Se trató de espectros sinfónicos en un programa que se puede leer como una profunda reflexión sobre la forma sinfónica y sobre su patriarca, Beethoven, que tanta inquietud provocaba en los autores presentados en programa. Por un lado, el Adagio de la Décima sinfonía de Gustav Mahler y, por el otro, la Sinfonía fantástica, Op.14 de Hector Berlioz. Obras casi inconciliables y al mismo tiempo inseparables.
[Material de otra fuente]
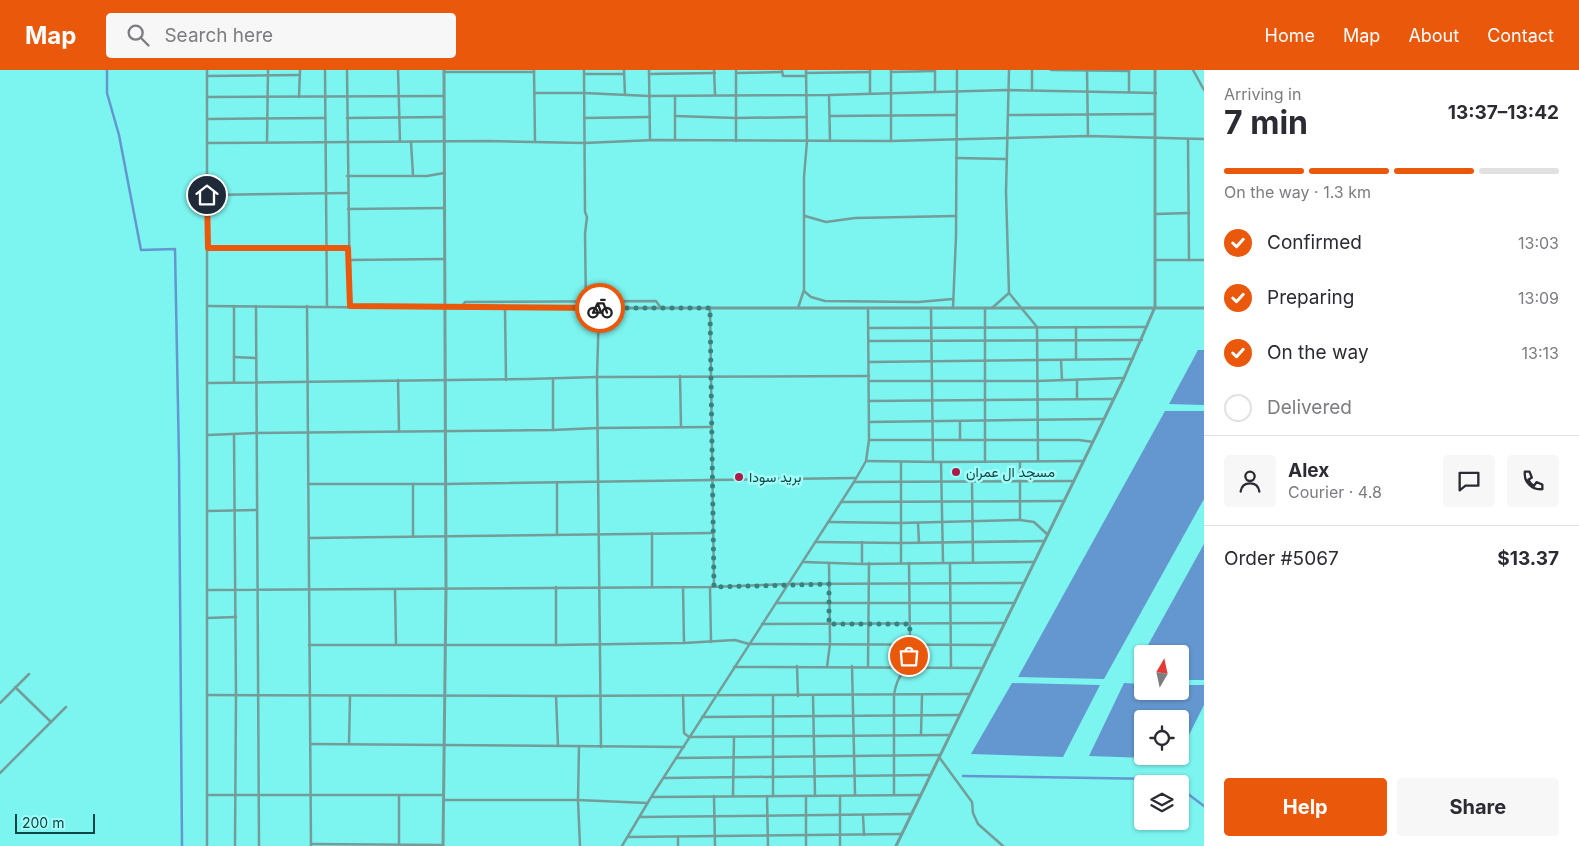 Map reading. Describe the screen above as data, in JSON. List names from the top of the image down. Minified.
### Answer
{"places":["مسجد ال عمران","بريد سودا"],"scale_bar":"200 m","north":"top","page":{"header":"Map","search":"Search here","nav":["Home","Map","About","Contact"],"heading":["7 min","Arriving in","13:37–13:42"],"panel":["Alex","Courier · 4.8","Order #5067","$13.37"],"bar":"On the way · 1.3 km","list":[["Confirmed","13:03"],["Preparing","13:09"],["On the way","13:13"],"Delivered"],"buttons":["Help","Share"],"scale":"200 m"}}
La obra de Mahler, que Dudamel nos presenta justamente en la versión del Adagio (la única parte realmente acabada por el compositor), se abre sobre las notas de la viola, en un tema solitario, cromático y errante, que encuentra su reposo solamente con la entrada de la sección de cuerda y, unos pocos compases más adelante, de las trompas. El sonido que nos presenta la Filarmónica de Viena es único y cargado de matices para una pieza tan compleja, tan repleta de encrucijadas musicales cuyo equilibrio es difícil de plasmar: los pasajes de lirismo postromántico en el que la orquesta nos envuelve con un sonido denso y cálido se alternan con las evoluciones extremas de motivos cada vez más simples y entrecortados, desencarnados hasta ser ejecutados por un solo instrumento. Dudamel dirige con austeridad y atención, midiendo la tensión sonora que se está acumulando, sin desperdiciar ni una sola nota para crear ese efecto de inevitabilidad y tragedia que marca el texto de Mahler. La explosión llega en ese acorde casi al límite de la atonalidad en el que la orquesta irrumpe como diciendo “¡ya no hay más!”, la sinfonía se termina aquí, y no solamente esta Sinfonía, sino el mismo legado de una forma musical que ocupaba el trono del imaginario colectivo de los compositores y del público durante décadas. Después de la catástrofe, cabe solamente retroceder al tema principal, a un proceder mesto y sumiso, en el que los timbres de las partes de la orquesta se reconocen uno por uno, realizando su último saludo antes de apagarse. Todo esto está en la Sinfonía de Mahler y bien se reflejó en la interpretación de anoche, en la que destacaron el sonido característico de la Filarmónica con su capacidad de conjugar la potencia del conjunto con el refinamiento de las partes singulares.